• _TASK BRIEF_
Scan the records and identify every line in which the string "limit" occurs, then return those lines.
TASK DATA Block Start
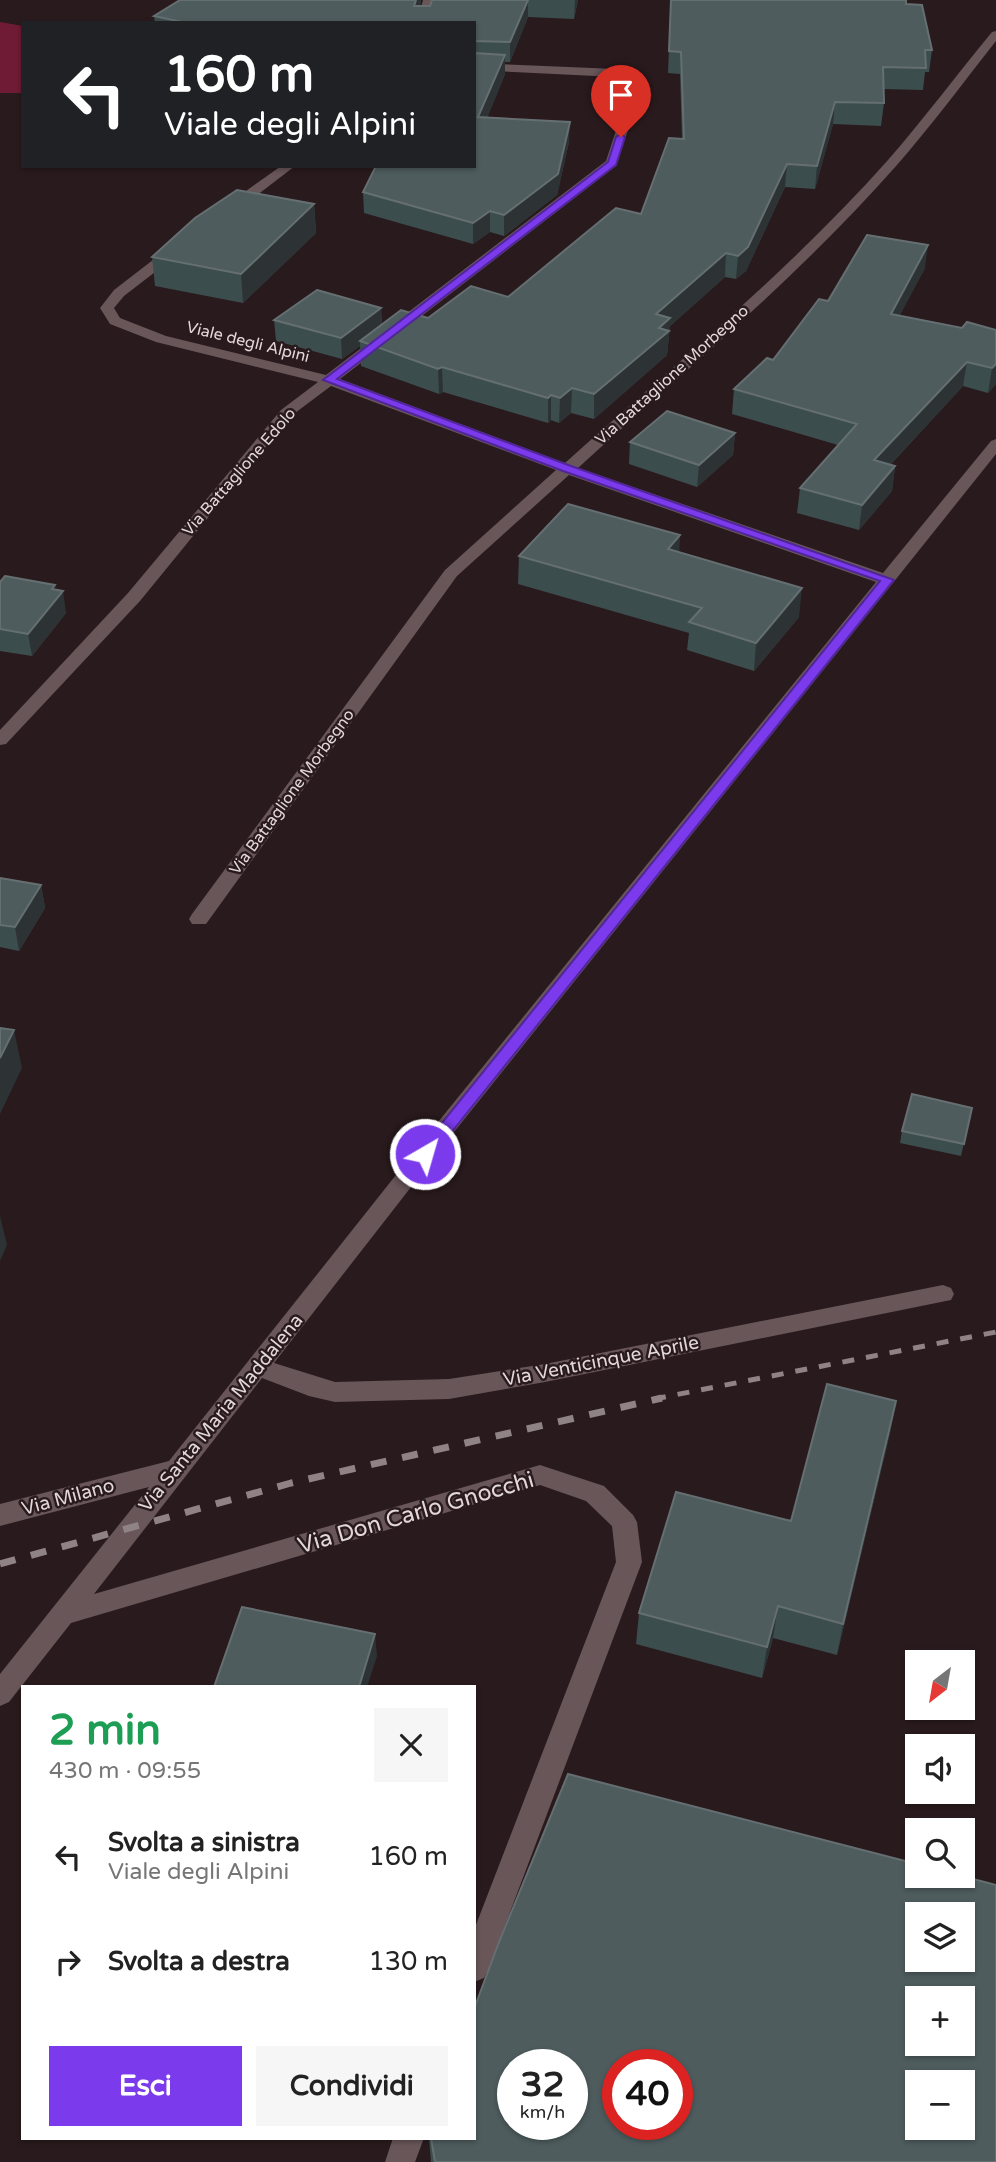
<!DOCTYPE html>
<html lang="it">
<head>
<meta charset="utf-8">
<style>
  body { margin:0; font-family:"Varela Round",sans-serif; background:#f6f6f6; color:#222; height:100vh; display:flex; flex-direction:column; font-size:26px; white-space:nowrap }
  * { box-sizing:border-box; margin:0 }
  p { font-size:23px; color:#767676 }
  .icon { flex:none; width:38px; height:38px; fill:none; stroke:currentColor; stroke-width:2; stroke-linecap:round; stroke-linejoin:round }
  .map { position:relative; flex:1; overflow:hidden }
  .panel { position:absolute; left:21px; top:1685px; width:455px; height:455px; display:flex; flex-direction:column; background:#fff; border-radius:0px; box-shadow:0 2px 5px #0004 }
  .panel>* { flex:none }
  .guide { position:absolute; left:21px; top:21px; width:455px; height:147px; border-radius:0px; box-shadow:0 2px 5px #0004; background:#202124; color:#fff; overflow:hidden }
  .needle { width:46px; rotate:211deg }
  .tools { position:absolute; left:905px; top:1650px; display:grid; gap:14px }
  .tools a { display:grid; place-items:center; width:70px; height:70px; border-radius:0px; background:#fff; box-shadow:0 2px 5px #0004; font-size:35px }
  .speed { position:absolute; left:497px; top:2049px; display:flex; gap:14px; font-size:35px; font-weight:700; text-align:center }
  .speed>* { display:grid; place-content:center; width:91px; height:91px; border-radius:50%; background:#fff; box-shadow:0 2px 5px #0004; line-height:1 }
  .speed small { font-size:18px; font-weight:400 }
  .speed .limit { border:10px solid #d22; background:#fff; color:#111 }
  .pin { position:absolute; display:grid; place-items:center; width:60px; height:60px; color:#fff; margin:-72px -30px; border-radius:50% 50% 50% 0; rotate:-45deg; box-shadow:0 0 7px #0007 }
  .pin .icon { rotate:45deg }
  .me { position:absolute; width:77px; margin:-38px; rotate:38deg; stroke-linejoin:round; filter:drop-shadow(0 0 5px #0008) }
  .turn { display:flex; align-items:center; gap:24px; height:147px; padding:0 28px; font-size:32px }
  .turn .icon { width:91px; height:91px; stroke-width:2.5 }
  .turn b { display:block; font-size:49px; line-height:60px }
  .round { display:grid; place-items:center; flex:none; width:74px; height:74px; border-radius:0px; background:#f6f6f6 }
  .summary { display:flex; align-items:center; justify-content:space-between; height:119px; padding:0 28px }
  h1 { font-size:42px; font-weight:800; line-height:52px; color:#1e9e55 }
  .button { display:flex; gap:14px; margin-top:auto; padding:14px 28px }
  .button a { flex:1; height:80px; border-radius:0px; background:#7c3aed; color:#fff; font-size:28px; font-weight:800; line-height:80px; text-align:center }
  .button a+a { background:#f6f6f6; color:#222 }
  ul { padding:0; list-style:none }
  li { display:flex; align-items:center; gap:21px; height:105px; padding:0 28px }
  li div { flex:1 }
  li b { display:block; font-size:26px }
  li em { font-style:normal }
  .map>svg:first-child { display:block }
  .green { fill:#701b36 }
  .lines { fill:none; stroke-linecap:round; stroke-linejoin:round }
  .minor { fill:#685659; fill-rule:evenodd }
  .rail-far1 { stroke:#908385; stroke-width:5; stroke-dasharray:12 12; stroke-linecap:butt }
  .rail { stroke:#908385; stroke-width:7; stroke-dasharray:16 16; stroke-linecap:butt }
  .wall { fill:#3c4d4e }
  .shaded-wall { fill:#2d3334 }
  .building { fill:#4e5c5d; stroke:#656f71; stroke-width:2; fill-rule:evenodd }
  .route { fill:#7c3aed; stroke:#51269a; stroke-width:2 }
  .labels { text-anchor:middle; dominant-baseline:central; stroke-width:5; stroke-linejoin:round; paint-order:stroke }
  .far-street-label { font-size:16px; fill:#e2d7d9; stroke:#291a1d }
  .street-label { font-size:19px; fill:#e2d7d9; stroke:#291a1d }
  .near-street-label { font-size:23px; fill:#e2d7d9; stroke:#291a1d }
</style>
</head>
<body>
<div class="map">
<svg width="996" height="2162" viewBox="0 0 996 2162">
  <rect width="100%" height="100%" fill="#291a1d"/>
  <polygon class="green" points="0,22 23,26 23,93 0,93"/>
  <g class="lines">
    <g class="minor">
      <polygon points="423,0 435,0 429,23 417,23"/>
      <path d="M996 31V41C963 83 931 126 897 165 800 275 686 370 578 468L883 573 991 441 996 439V454L450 1137 274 1363 335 1382 449 1379 545 1364 943 1285 951 1288 954 1294 951 1300 545 1382 449 1399 335 1402 309 1396 262 1378 94 1594 540 1465 604 1486 633 1515 637 1522 642 1562 489 1968 484 1978 474 1982V1930L616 1562 612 1526 586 1501 540 1485 71 1623 9 1702 0 1706V1674L149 1487 0 1526V1504L169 1461 434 1127 876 582 569 475 457 576 206 924H192L189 919 192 914 445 570 556 470 331 386 291 416 140 601 6 744 0 745V730L128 593 281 410 318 382 156 342 110 324 100 308 114 290 171 246H181V252L124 296 114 308 120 318 166 336 326 375 606 161 631 85 628 79 616 77 474 70V63L616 69 636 75 643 85 616 166 340 379 565 463C675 365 790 270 888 160 924 119 957 74 992 32Z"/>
      <polygon points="281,166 295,166 235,212 225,212 225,206"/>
      <polygon points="393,2138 424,2138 415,2162 385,2162"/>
    </g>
    <polyline class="rail-far1" points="654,1399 996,1332"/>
    <polyline class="rail" points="0,1564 291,1483 662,1398"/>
  </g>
  <g class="wall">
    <polygon points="421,0 420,6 430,6 432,0 578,0 574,19 528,17 510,62 505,62 505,74 487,118 569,142 557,195 504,236 490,232 473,244 364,213 363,192 474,166 474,23 155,23 154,16"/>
    <polygon points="671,0 906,4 932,50 929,72 925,72 923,90 883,89 884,103 881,126 833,124 815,189 785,187 746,271 736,279 725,277 670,326 667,355 594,419 571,413 559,423 551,420 548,423 443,392 439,394 361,366 360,346 342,359 276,341 274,320 381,308 382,325 428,318 508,297 641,214 682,139 680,74 668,73"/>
    <polygon points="314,204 316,233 243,303 155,286 152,257"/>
    <polygon points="925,268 899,316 962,328 996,330 996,384 988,393 963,386 891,464 895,466 892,491 859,530 797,513 800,488 838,445 732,414 734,389 773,360 828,301"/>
    <polygon points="735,433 733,455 697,487 629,464 630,442"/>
    <polygon points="679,552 799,617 754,671 687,650 689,633 518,584 519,556"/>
    <polygon points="0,582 56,589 66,613 32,656 0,651"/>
    <polygon points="0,878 41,885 45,908 19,951 0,947"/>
    <polygon points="972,1108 961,1156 900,1143 902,1131"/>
    <polygon points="896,1401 890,1433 837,1655 773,1638 762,1678 636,1644 639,1613 791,1521"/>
    <polygon points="429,2138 474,2138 996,2162 431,2162"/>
  </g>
  <g class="shaded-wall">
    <polygon points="416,0 421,0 415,23 414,6"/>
    <polygon points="528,0 528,17 510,62 510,42"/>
    <polygon points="575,0 578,0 574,19"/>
    <polygon points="505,55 505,74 479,138 478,117"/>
    <polygon points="835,102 833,124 815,189 817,166"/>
    <polygon points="570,122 569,142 557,195 504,236 504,215"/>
    <polygon points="787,164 785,187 746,271 736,279 738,256"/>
    <polygon points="314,204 316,233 243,303 241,274"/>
    <polygon points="490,211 490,232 473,244 473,223"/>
    <polygon points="928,245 925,268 888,338 891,314"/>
    <polygon points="726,253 725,277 670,326 667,355 594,419 594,394 656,314"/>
    <polygon points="381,308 382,329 360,341 360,346 342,359 341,338"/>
    <polygon points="967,362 963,386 871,485 874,460"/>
    <polygon points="996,364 996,384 988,393 992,368"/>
    <polygon points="442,367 443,392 439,394 438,369"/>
    <polygon points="572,388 571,413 559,423 560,398"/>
    <polygon points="551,395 551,420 548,423 548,398"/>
    <polygon points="735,433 733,455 697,487 699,465"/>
    <polygon points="895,466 892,491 859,530 862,505"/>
    <polygon points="680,535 679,563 668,549"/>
    <polygon points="55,585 57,598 63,591 66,613 32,656 28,634"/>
    <polygon points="802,588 799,617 754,671 756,643"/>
    <polygon points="41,885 45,908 19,951 15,927"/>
    <polygon points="14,1030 22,1068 0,1114 0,1058"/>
    <polygon points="0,1216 7,1245 0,1261"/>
    <polygon points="896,1401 890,1433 837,1655 843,1624"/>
    <polygon points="778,1606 773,1638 762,1678 767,1647"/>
    <polygon points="375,1634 377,1656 367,1687 359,1687"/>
  </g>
  <g class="building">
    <polygon points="180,0 416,0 414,6 430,6 432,0 528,0 510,42 474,41 474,23 187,23 154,16"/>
    <polygon points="671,0 906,0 906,4 922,5 932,50 925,50 926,68 883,67 884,103 835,102 817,166 787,164 748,247 738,256 726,253 656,314 670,318 659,328 669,331 594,394 572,388 560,398 551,395 548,398 442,367 438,369 360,341 401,310 428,318 471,286 508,297 616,208 641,214 669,138 684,139 681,52 669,51"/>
    <polygon points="474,53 505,55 478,117 570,122 558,174 504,215 490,211 473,223 363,192 376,166 474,166"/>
    <polygon points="237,190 314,204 241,274 152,257 195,218"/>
    <polygon points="867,235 928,245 891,314 962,328 967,322 996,330 996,364 992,368 967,362 874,460 895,466 862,505 800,488 857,424 734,389 767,358 773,360 819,299 828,301"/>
    <polygon points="317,290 381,308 341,338 274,320"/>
    <polygon points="667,411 735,433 699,465 630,442"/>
    <polygon points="568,504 680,535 668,549 802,588 756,643 689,622 702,608 519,556"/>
    <polygon points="5,576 55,585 52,589 63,591 28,634 0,629 0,582"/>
    <polygon points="0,878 41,885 15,927 0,925"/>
    <polygon points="0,1028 14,1030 0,1058"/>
    <polygon points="912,1094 972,1108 964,1144 902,1131"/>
    <polygon points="827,1384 896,1401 843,1624 778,1606 767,1647 639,1613 676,1492 791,1521"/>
    <polygon points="242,1607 375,1634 359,1687 214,1687"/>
    <path d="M568 1774 917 1864V1876H962L996 1885V2162H435L431 2138H474V2009L499 1942ZM917 1914H962V1960H917ZM917 1998H962V2044H917ZM513 2065H572V2124H513ZM618 2065H677V2124H618ZM917 2082H962V2128H917Z"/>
  </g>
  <polygon class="route" points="621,134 625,137 616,165 337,379 571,466 894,580 431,1158 425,1160 417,1154 420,1150 880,581 563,471 323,380 608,162 616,137"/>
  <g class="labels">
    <g class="far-street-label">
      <text transform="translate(248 342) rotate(14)">Viale degli Alpini</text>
      <text transform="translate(672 375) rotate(-42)">Via Battaglione Morbegno</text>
      <text transform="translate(239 472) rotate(-49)">Via Battaglione Edolo</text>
      <text transform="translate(292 792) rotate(-54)">Via Battaglione Morbegno</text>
    </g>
    <g class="street-label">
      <text transform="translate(601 1361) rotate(-11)">Via Venticinque Aprile</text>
      <text transform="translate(221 1413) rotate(-51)">Via Santa Maria Maddalena</text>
      <text transform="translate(68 1497) rotate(-15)">Via Milano</text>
    </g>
    <g class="near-street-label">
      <text transform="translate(416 1513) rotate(-16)">Via Don Carlo Gnocchi</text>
    </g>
  </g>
</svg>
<div class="tools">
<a><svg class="needle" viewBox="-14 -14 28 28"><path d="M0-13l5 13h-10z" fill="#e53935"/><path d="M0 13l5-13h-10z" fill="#767676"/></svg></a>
<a><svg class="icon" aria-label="sound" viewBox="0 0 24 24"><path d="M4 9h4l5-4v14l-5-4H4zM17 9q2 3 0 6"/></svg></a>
<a><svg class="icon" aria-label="search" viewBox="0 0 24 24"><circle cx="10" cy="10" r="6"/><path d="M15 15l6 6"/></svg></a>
<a><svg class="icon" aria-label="layers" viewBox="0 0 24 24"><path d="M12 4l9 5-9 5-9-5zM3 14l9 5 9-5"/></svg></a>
<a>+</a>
<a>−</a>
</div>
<div class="speed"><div>32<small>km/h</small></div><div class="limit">40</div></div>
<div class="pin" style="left:621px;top:137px;background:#d93025"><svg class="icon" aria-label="arrive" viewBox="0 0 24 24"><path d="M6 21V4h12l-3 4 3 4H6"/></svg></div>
<svg class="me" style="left:425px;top:1154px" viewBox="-20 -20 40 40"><circle r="17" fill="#7c3aed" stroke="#fff" stroke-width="3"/><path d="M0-11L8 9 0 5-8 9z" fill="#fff"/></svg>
<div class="guide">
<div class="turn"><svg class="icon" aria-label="left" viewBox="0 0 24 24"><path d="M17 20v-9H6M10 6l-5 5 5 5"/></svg><div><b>160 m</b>Viale degli Alpini</div></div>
</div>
<section class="panel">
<div class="summary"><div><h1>2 min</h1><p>430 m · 09:55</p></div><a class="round"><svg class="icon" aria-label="close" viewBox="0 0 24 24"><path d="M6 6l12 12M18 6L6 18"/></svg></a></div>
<ul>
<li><svg class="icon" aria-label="left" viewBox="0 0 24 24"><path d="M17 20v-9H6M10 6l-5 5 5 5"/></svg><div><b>Svolta a sinistra</b><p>Viale degli Alpini</p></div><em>160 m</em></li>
<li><svg class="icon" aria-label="right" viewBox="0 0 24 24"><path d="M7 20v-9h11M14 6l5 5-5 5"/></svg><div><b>Svolta a destra</b></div><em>130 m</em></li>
</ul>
<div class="button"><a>Esci</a><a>Condividi</a></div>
</section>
</div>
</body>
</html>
TASK DATA Block End
• _SOLUTION TO THE EXERCISE_
  .speed .limit { border:10px solid #d22; background:#fff; color:#111 }
<div class="speed"><div>32<small>km/h</small></div><div class="limit">40</div></div>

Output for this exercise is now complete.